(Collected data entries)
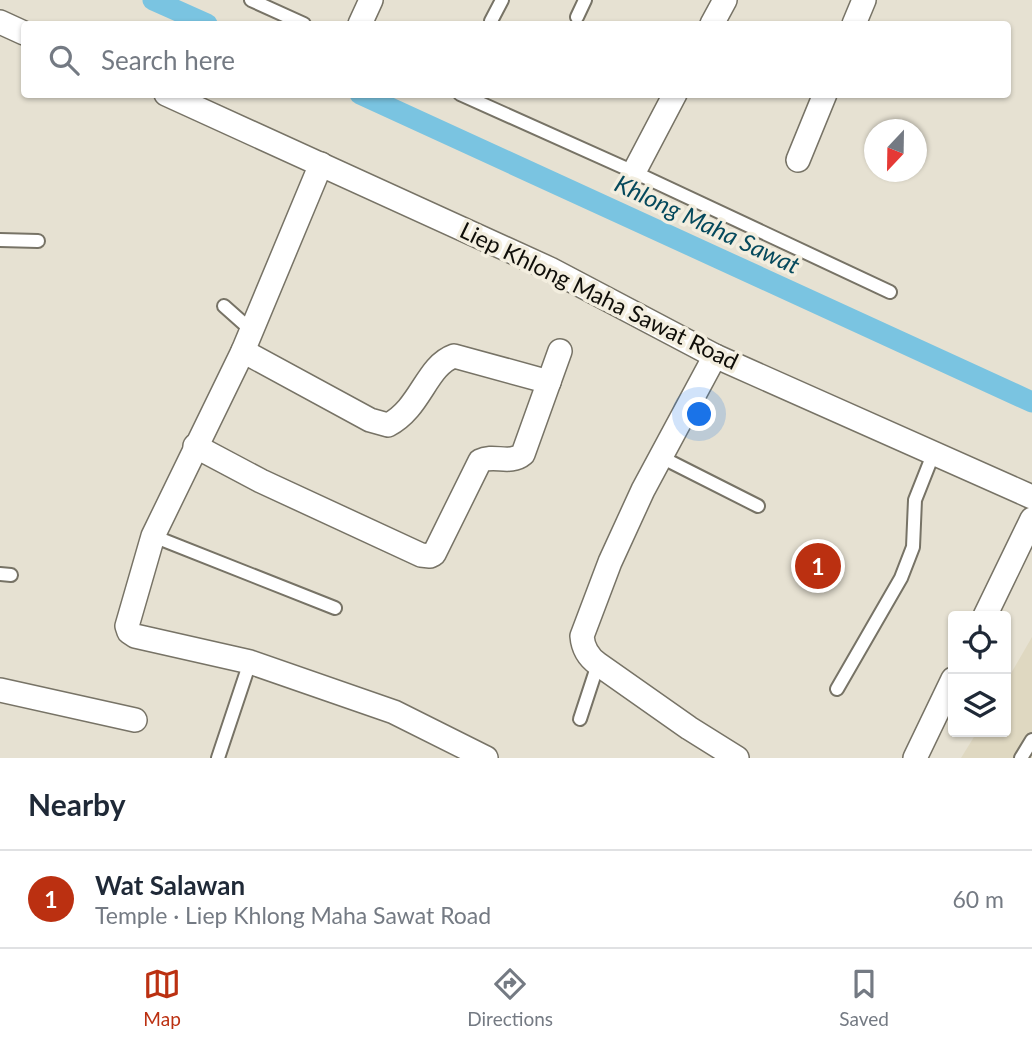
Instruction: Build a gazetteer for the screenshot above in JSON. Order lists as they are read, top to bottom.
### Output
{
  "streets": {
    "street": ["Liep Khlong Maha Sawat Road"]
  },
  "water": ["Khlong Maha Sawat"],
  "north": "bottom",
  "page": {
    "search": "Search here",
    "pins": "1",
    "heading": "Nearby",
    "list": [
      {
        "mark": "1",
        "name": "Wat Salawan",
        "note": "Temple · Liep Khlong Maha Sawat Road",
        "value": "60 m"
      }
    ],
    "nav": ["Map", "Directions", "Saved"]
  }
}
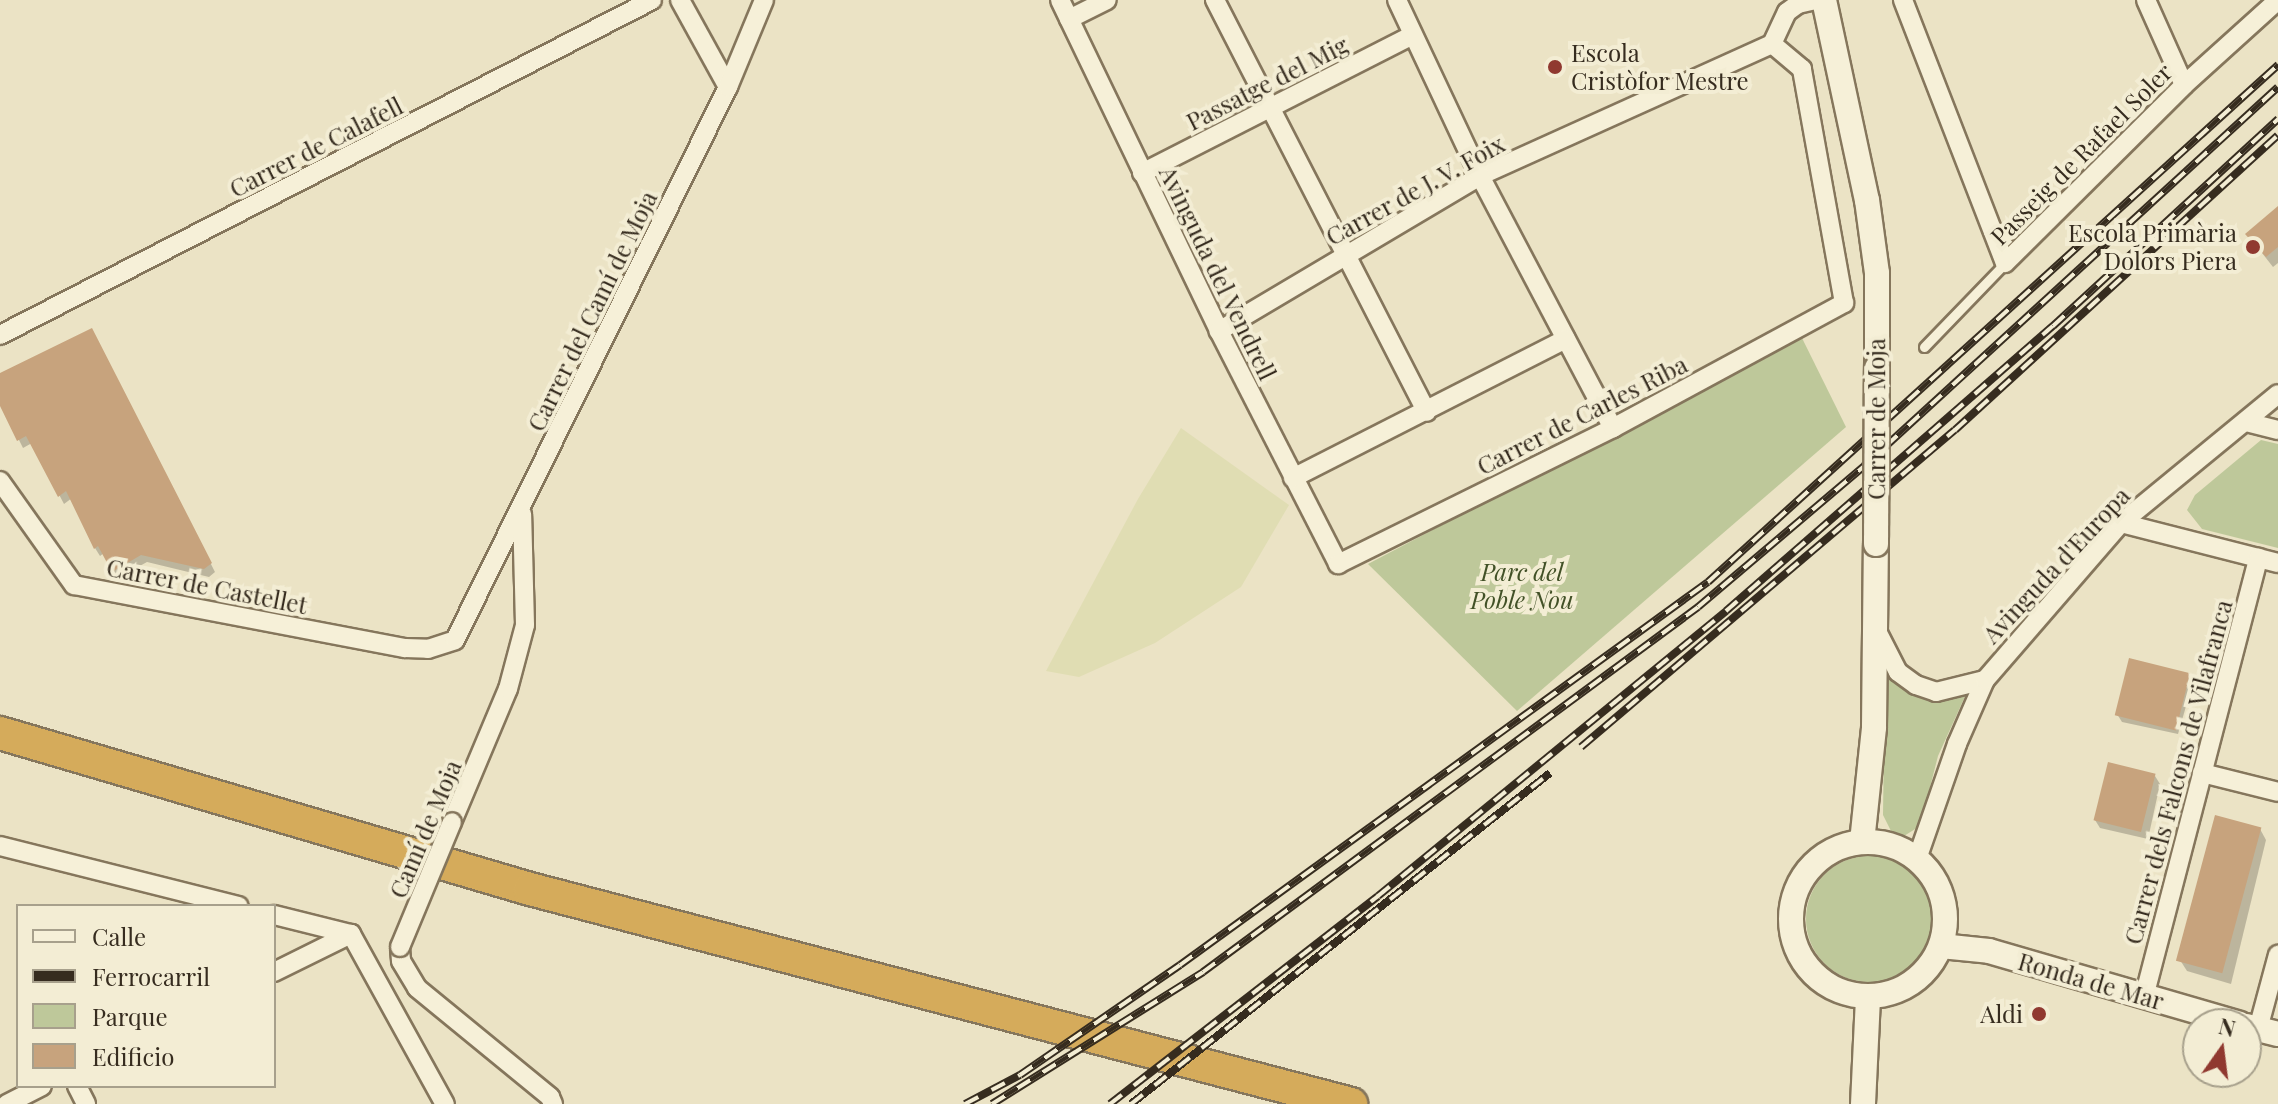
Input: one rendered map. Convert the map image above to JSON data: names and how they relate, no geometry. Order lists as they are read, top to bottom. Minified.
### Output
{"streets":{"street":["Passatge del Mig","Carrer de Calafell","Passeig de Rafael Soler","Carrer de J. V. Foix","Avinguda del Vendrell","Carrer del Camí de Moja","Carrer de Carles Riba","Carrer de Moja","Avinguda d'Europa","Carrer de Castellet","Carrer dels Falcons de Vilafranca","Camí de Moja","Ronda de Mar"]},"crossings":[["Passatge del Mig","Avinguda del Vendrell"],["Carrer de J. V. Foix","Avinguda del Vendrell"],["Carrer de J. V. Foix","Carrer de Carles Riba"],["Avinguda del Vendrell","Carrer de Carles Riba"],["Carrer del Camí de Moja","Carrer de Castellet"],["Carrer del Camí de Moja","Camí de Moja"],["Carrer de Moja","Avinguda d'Europa"],["Carrer de Moja","Ronda de Mar"],["Avinguda d'Europa","Ronda de Mar"],["Carrer dels Falcons de Vilafranca","Ronda de Mar"]],"parks":["Parc del Poble Nou"],"places":["Escola Cristòfor Mestre","Escola Primària Dolors Piera","Aldi"],"legend":["Calle","Ferrocarril","Parque","Edificio"],"north":"top"}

■ **WORK INSTRUCTION**
Return the records above exactly, without the pictures.

■ **COMPLETED TASK**
Instruction: Build a gazetteer for the screenshot above in JSON. Order lists as they are read, top to bottom.
### Output
{
  "streets": {
    "street": ["Liep Khlong Maha Sawat Road"]
  },
  "water": ["Khlong Maha Sawat"],
  "north": "bottom",
  "page": {
    "search": "Search here",
    "pins": "1",
    "heading": "Nearby",
    "list": [
      {
        "mark": "1",
        "name": "Wat Salawan",
        "note": "Temple · Liep Khlong Maha Sawat Road",
        "value": "60 m"
      }
    ],
    "nav": ["Map", "Directions", "Saved"]
  }
}
Input: one rendered map. Convert the map image above to JSON data: names and how they relate, no geometry. Order lists as they are read, top to bottom. Minified.
### Output
{"streets":{"street":["Passatge del Mig","Carrer de Calafell","Passeig de Rafael Soler","Carrer de J. V. Foix","Avinguda del Vendrell","Carrer del Camí de Moja","Carrer de Carles Riba","Carrer de Moja","Avinguda d'Europa","Carrer de Castellet","Carrer dels Falcons de Vilafranca","Camí de Moja","Ronda de Mar"]},"crossings":[["Passatge del Mig","Avinguda del Vendrell"],["Carrer de J. V. Foix","Avinguda del Vendrell"],["Carrer de J. V. Foix","Carrer de Carles Riba"],["Avinguda del Vendrell","Carrer de Carles Riba"],["Carrer del Camí de Moja","Carrer de Castellet"],["Carrer del Camí de Moja","Camí de Moja"],["Carrer de Moja","Avinguda d'Europa"],["Carrer de Moja","Ronda de Mar"],["Avinguda d'Europa","Ronda de Mar"],["Carrer dels Falcons de Vilafranca","Ronda de Mar"]],"parks":["Parc del Poble Nou"],"places":["Escola Cristòfor Mestre","Escola Primària Dolors Piera","Aldi"],"legend":["Calle","Ferrocarril","Parque","Edificio"],"north":"top"}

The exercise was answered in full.